А что за чудо чудное «вавилон», или лабиринт садовый. Царевны поодиночке и близко к нему не подходят. В одиночку в его извилинах и дорожках путаных заблудиться — с ума от страха сойдешь. Ну, а всем вместе оно и ничего. Покричат, попищат, поохают и выберутся.
А батюшке царю все диковин мало. Как завел речь о своем Измайлове любимом, так и остановиться не может.
— В виноградный сад машиною из пруда воду часовник поднять хотел. Как-то выйдет у него? Миндальных ядер заморских, когда в Измайлове буду, при себе насадить прикажу.
Ударяет закатное солнце в окошки, настежь раскрытые на Москву-реку.
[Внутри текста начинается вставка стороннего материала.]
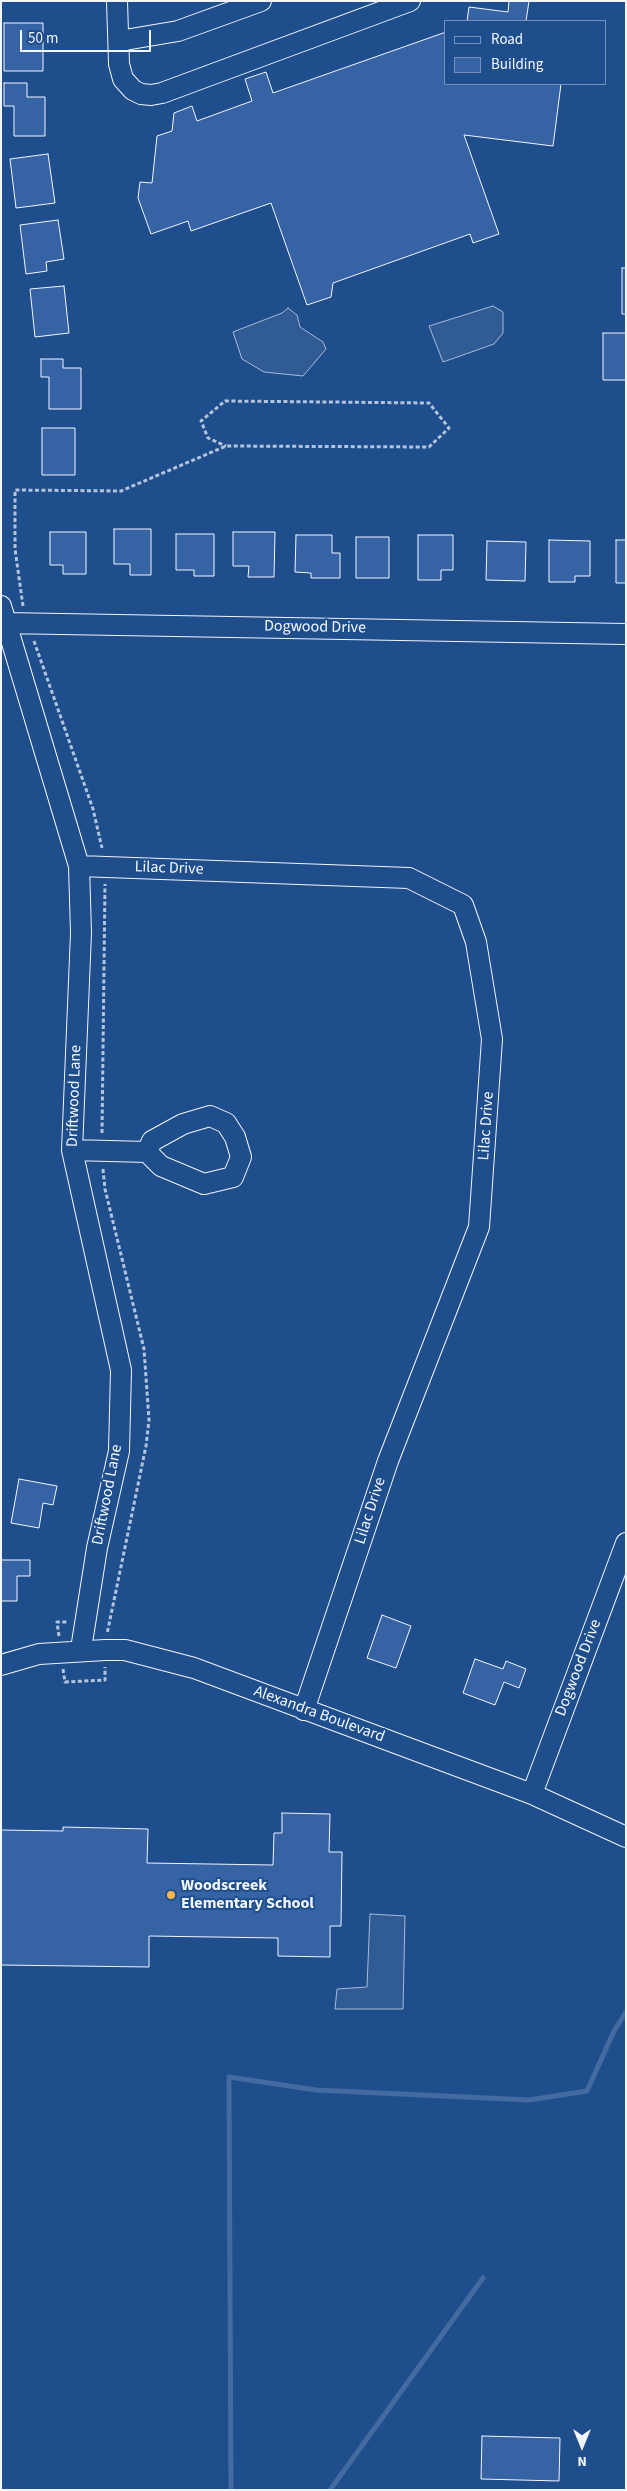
<!DOCTYPE html>
<style>
body{margin:0}
#map{position:relative;width:627px;height:2491px;overflow:hidden;background:#1f4e8c;font-family:"Source Sans 3",sans-serif}
canvas{display:block}
.frame{position:absolute;inset:0;border:2px solid #f2f6ff;pointer-events:none}
.legend{position:absolute;left:444px;top:20px;width:162px;height:65px;box-sizing:border-box;background:#1f4e8c;border:1px solid #7391ba;margin:0;padding:6px 9px;list-style:none;font-size:15px;color:#f2f6ff}
.legend li{display:flex;align-items:center;gap:10px;height:25px}
.legend b{width:25px;border:1px solid #7391ba}
.north{position:absolute;left:557px;top:2421px;width:50px;height:50px;-webkit-text-stroke:4px #1f4e8c;paint-order:stroke;rotate:180deg;font-size:14px;font-weight:700;line-height:20px;text-align:center;color:#f2f6ff}
.north::after{content:'';display:block;margin:auto;width:18px;height:22px;background:#f2f6ff;clip-path:polygon(50% 0,100% 100%,50% 72%,0 100%)}
.scale{position:absolute;left:20px;top:30px;width:131px;height:22px;box-sizing:border-box;border:2px solid #f2f6ff;border-top:0;padding-left:6px;font-size:15px;line-height:18px;white-space:nowrap;color:#f2f6ff;-webkit-text-stroke:4px #1f4e8c;paint-order:stroke}
</style>
<div id="map">
<canvas width="627" height="2491"></canvas>
<div class="frame"></div>
<ul class="legend">
<li><b style="height:6px;background:#1f4e8c"></b>Road</li>
<li><b style="height:14px;background:#3563a3"></b>Building</li>
</ul>
<div class="north">N</div>
<div class="scale">50 m</div>
</div>
<script>
const context = document.querySelector('canvas').getContext('2d');
context.lineJoin = 'round';
function fillPath(path, color) { context.fillStyle = color; context.fill(path, 'evenodd'); }
const toPath = rows => new Path2D(rows.map(r => 'M' + r).join(''));
function trace(path, color, width, dash) { context.strokeStyle = color; context.lineWidth = width; context.lineCap = dash ? 'butt' : 'round'; context.setLineDash(dash || []); context.stroke(path); }
function write(font, color, halo, rows, align = 'center') {
  context.font = font + ' "Source Sans 3",sans-serif'; context.lineWidth = 4; context.setLineDash([]); context.textBaseline = 'middle'; context.strokeStyle = halo; context.fillStyle = color; for (const [text, x, y, turn = 0] of rows) {
    context.save(); context.translate(x, y); context.rotate((+turn || 0) * Math.PI / 180); context.textAlign = isNaN(turn) ? turn : align; if (halo) context.strokeText(text, 0, 0); context.fillText(text, 0, 0); context.restore();
  }
}
const built = toPath([
 [493,306,503,312,503,333,494,344,443,362,429,326,493,306],
 [288,308,297,315,300,327,323,342,326,349,303,376,264,372,242,359,233,332,282,313,288,308],
 [370,1914,405,1916,403,2009,335,2009,337,1989,367,1987,370,1914]
]);
fillPath(built, '#305b95');
trace(built, '#a8bbd7', 1);
trace(toPath([
 [231,2490,229,2077,316,2090,529,2100,587,2091,614,2031,626,2012],
 [330,2490,483,2278]
]), '#446ba0', 5);
const building = toPath([
 [509,1,529,1,526,21,467,21,469,7,508,12,509,1],
 [4,23,43,23,43,71,4,71,4,23],
 [446,32,446,84,561,84,553,146,464,135,499,234,473,243,470,234,333,283,331,297,307,305,271,203,191,231,188,221,151,234,138,198,140,182,152,183,157,136,172,131,174,113,192,106,197,121,252,101,245,79,266,72,273,93,446,32],
 [4,83,27,83,27,97,45,97,45,136,14,136,14,106,4,106,4,83],
 [48,154,55,203,16,208,10,159,48,154],
 [58,220,64,259,46,262,47,271,26,274,20,225,58,220],
 [622,268,626,268,626,314,622,314,622,268],
 [64,286,69,333,35,337,30,289,64,286],
 [603,333,626,333,626,380,603,380,603,333],
 [41,359,63,359,63,368,81,368,81,409,49,409,49,377,41,377,41,359],
 [42,428,75,428,75,475,42,475,42,428],
 [114,529,151,529,151,575,130,575,130,564,114,564,114,529],
 [50,532,86,532,86,574,63,574,63,565,50,565,50,532],
 [233,532,275,532,274,577,248,577,249,566,233,566,233,532],
 [176,534,214,534,214,576,194,576,194,570,176,570,176,534],
 [296,535,332,535,332,553,340,553,340,578,311,578,311,573,295,572,296,535],
 [418,535,453,535,453,570,441,570,441,580,418,580,418,535],
 [356,537,389,537,389,578,356,578,356,537],
 [549,540,590,541,590,576,575,576,575,582,549,582,549,540],
 [616,540,626,540,626,583,616,583,616,540],
 [487,541,526,542,525,581,486,580,487,541],
 [19,1479,57,1486,53,1505,43,1503,39,1528,11,1523,19,1479],
 [1,1560,30,1560,30,1576,17,1576,17,1601,1,1601,1,1560],
 [382,1615,411,1626,396,1668,367,1658,382,1615],
 [475,1659,503,1669,506,1661,526,1669,519,1688,504,1682,495,1705,463,1693,475,1659],
 [282,1813,330,1814,329,1852,342,1852,341,1926,330,1926,330,1957,278,1956,278,1938,149,1936,149,1967,1,1965,1,1830,63,1831,63,1827,148,1829,147,1863,273,1865,274,1833,282,1833,282,1813],
 [482,2436,560,2438,559,2481,481,2479,482,2436]
]);
fillPath(building, '#3563a3');
trace(building, '#f2f6ff', 1);
const minor = toPath([
 [117,1,119,64,123,79,133,90,141,94,151,95,162,93,410,1],
 [119,41,178,31,261,1],
 [1,606,79,866,81,933,72,1150,121,1370,119,1451,97,1548,81,1649],
 [5,623,626,634],
 [79,866,409,878,463,905,476,942,492,1039,479,1227,388,1461,304,1710],
 [72,1150,147,1152,161,1166,204,1184,233,1177,241,1157,235,1137,226,1123,210,1116,183,1124,152,1141,147,1152],
 [1,1665,39,1654,105,1650,125,1650,194,1668,532,1794,626,1837],
 [532,1794,626,1543]
]);
trace(minor, '#f2f6ff', 22);
trace(toPath([
 [23,606,15,549,15,490,121,491,226,446,429,447,449,428,429,403,225,401,201,421,208,438,226,446],
 [34,641,93,809,102,848],
 [102,1133,105,884],
 [103,1169,105,1189,144,1349,149,1420,146,1446,107,1634],
 [59,1636,57,1622,67,1622],
 [63,1669,65,1682,105,1680,105,1667]
]), '#b3c4dc', 3, [4, 2.5]);
trace(minor, '#1f4e8c', 20);
for (const [x, y, r, color] of [
 [171,1895,5,"#ffb74d"]
]) { const dot = new Path2D(); dot.arc(x, y, r, 0, 2 * Math.PI); context.fillStyle = color; context.fill(dot); trace(dot, '#1f4e8c', 2); }
write('16px', '#f2f6ff', '#1f4e8c', [
 ["Dogwood Drive",315,628,1],
 ["Lilac Drive",169,869,2],
 ["Driftwood Lane",75,1096,-88],
 ["Lilac Drive",487,1126,-86],
 ["Driftwood Lane",108,1495,-79],
 ["Lilac Drive",371,1511,-72],
 ["Dogwood Drive",579,1668,-69],
 ["Alexandra Boulevard",319,1715,20]
]);
write('bold 16px', '#f2f6ff', '#1f4e8c', [
 ["Woodscreek",181,1886],
 ["Elementary School",181,1904]
], 'left');
</script>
Тих и тепел вечер августовский. Сладко пахнут цветы на грядах, огороженных заборчиками дощатыми.
— С вышки бы на реку теперь поглядеть, — говорит Алексей Михайлович и подымается с кресла своего золоченого. Опираясь на посох, направляется он по дорожке, желтым песком посыпанной, между столбиков расписных, к беседке узорчатой, красным аспидом снаружи, а внутри лазурью выкрашенной. Рядом с ним царица идет. Довольна она, что наконец-то Петрушенька ее подальше от воды будет. Сыровато на воде в час закатный, да и боязно ей всегда, когда он на корбусике забавляется.
За царем и царицей царевны идут. Евдокеюшка за руку братца Иванушку прихватила, Марфинька его за другую поддерживает. Когда долго посидит царевич, разойтись сразу не может. Так ему легче, когда под руки поведут.
По всходам беседки поднялась царская семья. Солнышко уже низко к самой земле приклонилось. Потухли золотые кресты замоскворецких колоколен, гуще, темнее кажется зелень садов и огородов. Душистой предночной прохладой потянуло в окошки.
— Благодать! — умиленно говорит Алексей Михайлович, разнеженный дивным вечером, красотой родимой Москвы и близостью семьи любимой.
Федосьюшка ближе всех к царю стоит. На ее слабое плечо и ложится большая тяжелая рука Алексея Михайловича.
— Люба ли тебе, Федосьюшка, собачка немецкая?
— Люба, царь-батюшка, ох, уж люба! — задыхаясь от нежности, отвечает царевна.